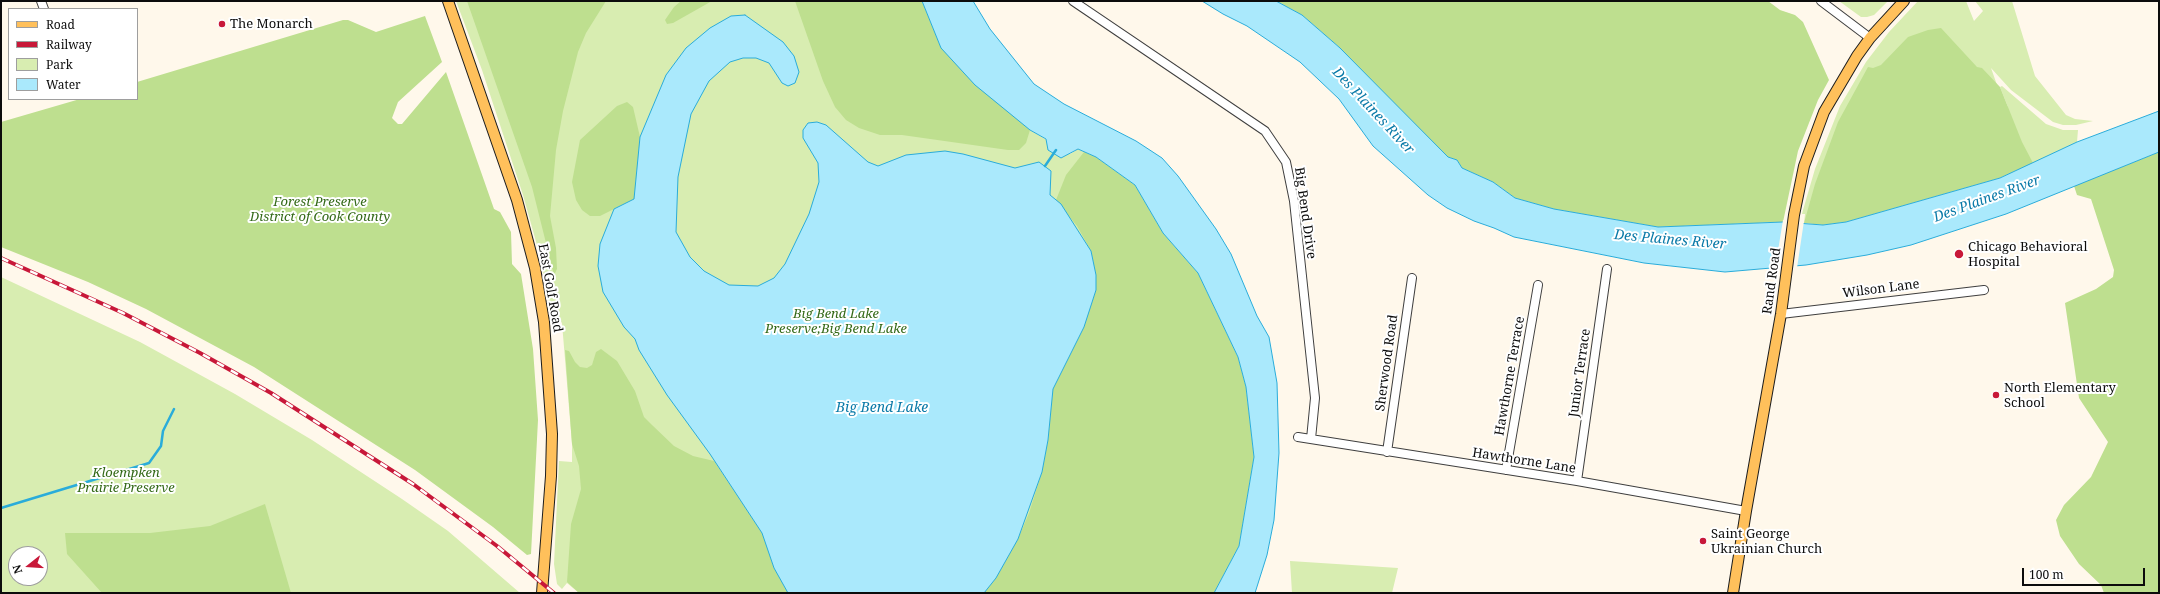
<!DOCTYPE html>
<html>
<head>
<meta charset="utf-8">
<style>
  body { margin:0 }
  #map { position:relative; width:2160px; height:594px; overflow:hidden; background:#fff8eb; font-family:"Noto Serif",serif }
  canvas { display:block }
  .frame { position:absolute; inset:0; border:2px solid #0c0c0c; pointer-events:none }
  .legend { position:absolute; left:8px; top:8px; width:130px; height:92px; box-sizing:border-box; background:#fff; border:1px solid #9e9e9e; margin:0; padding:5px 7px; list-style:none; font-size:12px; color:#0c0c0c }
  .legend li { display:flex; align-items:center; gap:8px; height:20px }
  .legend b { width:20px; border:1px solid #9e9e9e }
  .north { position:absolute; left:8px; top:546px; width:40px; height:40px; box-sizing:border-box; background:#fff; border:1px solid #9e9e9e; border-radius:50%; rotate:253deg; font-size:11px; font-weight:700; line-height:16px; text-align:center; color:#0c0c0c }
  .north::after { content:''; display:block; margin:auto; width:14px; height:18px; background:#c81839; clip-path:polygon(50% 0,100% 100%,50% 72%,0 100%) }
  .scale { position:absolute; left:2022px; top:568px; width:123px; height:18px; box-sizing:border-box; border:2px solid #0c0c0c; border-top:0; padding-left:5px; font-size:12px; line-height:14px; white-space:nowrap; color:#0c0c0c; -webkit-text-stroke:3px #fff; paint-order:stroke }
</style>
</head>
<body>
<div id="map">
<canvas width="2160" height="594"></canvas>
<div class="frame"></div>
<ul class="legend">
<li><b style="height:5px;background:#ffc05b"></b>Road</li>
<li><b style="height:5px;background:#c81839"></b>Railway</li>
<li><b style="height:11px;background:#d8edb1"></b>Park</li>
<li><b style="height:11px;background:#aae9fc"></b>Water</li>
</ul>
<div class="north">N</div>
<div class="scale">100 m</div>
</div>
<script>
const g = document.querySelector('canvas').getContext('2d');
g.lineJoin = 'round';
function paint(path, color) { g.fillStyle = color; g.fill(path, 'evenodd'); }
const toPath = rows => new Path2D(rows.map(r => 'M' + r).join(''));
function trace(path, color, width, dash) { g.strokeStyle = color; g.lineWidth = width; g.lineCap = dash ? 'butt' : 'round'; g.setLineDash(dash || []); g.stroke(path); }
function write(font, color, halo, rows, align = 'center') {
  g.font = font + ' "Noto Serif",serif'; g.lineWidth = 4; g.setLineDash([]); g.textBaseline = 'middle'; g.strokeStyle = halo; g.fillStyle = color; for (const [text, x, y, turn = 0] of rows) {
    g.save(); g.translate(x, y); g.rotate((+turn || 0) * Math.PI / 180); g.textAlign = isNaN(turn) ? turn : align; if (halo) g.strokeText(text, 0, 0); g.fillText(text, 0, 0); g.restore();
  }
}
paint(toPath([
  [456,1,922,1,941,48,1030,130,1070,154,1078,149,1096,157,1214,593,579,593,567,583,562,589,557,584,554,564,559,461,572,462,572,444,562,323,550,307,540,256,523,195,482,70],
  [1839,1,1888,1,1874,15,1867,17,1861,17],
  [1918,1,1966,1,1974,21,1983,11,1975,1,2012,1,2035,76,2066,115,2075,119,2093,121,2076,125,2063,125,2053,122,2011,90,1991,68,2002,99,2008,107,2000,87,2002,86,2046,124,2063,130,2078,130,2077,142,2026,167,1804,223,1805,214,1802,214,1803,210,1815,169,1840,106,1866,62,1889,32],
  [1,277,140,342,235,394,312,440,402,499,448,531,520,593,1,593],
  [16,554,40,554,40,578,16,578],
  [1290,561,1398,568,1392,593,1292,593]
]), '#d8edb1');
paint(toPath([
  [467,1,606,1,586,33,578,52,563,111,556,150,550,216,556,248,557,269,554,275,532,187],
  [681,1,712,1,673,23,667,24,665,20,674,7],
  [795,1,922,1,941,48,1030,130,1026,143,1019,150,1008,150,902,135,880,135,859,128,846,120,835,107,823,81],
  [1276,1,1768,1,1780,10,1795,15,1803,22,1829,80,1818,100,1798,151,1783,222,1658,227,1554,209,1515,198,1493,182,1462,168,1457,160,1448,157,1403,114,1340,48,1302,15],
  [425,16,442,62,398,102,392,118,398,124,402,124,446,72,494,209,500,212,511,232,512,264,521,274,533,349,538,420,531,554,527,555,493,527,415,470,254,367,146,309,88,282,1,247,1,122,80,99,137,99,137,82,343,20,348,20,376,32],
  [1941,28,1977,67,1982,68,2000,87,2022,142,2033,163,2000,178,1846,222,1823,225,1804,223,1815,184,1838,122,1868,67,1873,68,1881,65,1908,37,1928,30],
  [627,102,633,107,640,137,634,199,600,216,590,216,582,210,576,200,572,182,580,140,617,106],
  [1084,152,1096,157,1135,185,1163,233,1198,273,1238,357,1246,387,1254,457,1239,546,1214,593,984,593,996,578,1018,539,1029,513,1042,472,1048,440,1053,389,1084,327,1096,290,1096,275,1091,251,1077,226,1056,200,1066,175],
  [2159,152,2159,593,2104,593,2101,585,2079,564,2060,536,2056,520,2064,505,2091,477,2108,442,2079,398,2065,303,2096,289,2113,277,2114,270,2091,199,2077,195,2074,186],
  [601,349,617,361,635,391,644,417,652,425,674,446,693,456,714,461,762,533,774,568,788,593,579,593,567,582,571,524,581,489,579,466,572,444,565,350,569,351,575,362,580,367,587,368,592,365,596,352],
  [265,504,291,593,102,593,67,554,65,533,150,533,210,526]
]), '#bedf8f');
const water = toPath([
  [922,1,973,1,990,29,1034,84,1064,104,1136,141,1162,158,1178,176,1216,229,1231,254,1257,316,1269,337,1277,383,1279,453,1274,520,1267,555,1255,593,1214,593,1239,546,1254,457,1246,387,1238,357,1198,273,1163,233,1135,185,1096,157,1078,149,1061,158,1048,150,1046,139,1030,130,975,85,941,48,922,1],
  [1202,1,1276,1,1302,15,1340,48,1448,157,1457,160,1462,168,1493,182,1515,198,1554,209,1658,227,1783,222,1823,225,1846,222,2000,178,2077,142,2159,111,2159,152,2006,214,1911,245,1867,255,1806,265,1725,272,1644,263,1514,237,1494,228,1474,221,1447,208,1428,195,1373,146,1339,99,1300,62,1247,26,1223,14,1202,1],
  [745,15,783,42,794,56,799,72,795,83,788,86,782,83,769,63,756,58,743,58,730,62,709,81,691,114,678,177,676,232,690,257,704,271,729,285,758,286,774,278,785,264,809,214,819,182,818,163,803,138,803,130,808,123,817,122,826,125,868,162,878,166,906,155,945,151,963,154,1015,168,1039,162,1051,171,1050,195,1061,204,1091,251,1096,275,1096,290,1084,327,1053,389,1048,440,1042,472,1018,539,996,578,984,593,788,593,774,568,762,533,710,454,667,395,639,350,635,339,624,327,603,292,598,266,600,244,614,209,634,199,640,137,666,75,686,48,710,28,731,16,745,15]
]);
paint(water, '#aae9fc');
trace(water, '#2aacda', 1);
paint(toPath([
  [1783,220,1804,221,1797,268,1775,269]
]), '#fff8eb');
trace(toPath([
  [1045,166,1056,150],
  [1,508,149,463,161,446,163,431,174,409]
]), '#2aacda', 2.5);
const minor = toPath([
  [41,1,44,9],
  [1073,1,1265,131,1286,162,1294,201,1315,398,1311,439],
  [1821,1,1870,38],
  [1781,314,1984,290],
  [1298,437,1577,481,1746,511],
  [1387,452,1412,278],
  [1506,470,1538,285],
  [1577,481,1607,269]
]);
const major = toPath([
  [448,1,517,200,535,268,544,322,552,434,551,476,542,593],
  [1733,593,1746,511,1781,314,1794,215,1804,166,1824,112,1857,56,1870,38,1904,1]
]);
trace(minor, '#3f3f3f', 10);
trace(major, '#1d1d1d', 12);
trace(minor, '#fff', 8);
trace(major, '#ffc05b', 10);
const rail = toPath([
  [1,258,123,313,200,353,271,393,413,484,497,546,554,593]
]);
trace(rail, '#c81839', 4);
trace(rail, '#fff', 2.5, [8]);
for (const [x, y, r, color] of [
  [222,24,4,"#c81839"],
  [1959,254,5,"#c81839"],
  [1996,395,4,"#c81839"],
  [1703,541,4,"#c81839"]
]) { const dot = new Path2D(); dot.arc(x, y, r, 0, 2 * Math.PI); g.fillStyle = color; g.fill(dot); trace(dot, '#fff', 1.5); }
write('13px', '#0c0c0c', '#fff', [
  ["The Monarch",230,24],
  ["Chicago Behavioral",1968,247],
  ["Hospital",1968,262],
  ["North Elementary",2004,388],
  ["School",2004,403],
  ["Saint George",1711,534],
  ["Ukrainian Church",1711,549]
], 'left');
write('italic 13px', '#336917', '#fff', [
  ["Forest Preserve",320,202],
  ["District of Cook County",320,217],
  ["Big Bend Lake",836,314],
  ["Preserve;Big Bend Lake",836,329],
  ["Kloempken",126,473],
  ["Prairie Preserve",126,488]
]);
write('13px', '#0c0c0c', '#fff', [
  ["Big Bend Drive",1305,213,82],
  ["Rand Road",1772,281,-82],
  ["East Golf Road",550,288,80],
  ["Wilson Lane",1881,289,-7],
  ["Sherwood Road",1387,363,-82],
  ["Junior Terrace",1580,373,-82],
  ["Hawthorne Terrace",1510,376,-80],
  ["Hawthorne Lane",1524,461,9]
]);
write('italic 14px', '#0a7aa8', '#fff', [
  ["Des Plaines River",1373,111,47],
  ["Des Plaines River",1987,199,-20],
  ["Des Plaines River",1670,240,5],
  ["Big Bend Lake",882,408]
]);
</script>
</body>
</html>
+ + + +
**What is required**. Every line in the records that holds the word "strokeStyle" should be copied into the answer.

**Exercise answer**.
function trace(path, color, width, dash) { g.strokeStyle = color; g.lineWidth = width; g.lineCap = dash ? 'butt' : 'round'; g.setLineDash(dash || []); g.stroke(path); }
  g.font = font + ' "Noto Serif",serif'; g.lineWidth = 4; g.setLineDash([]); g.textBaseline = 'middle'; g.strokeStyle = halo; g.fillStyle = color; for (const [text, x, y, turn = 0] of rows) {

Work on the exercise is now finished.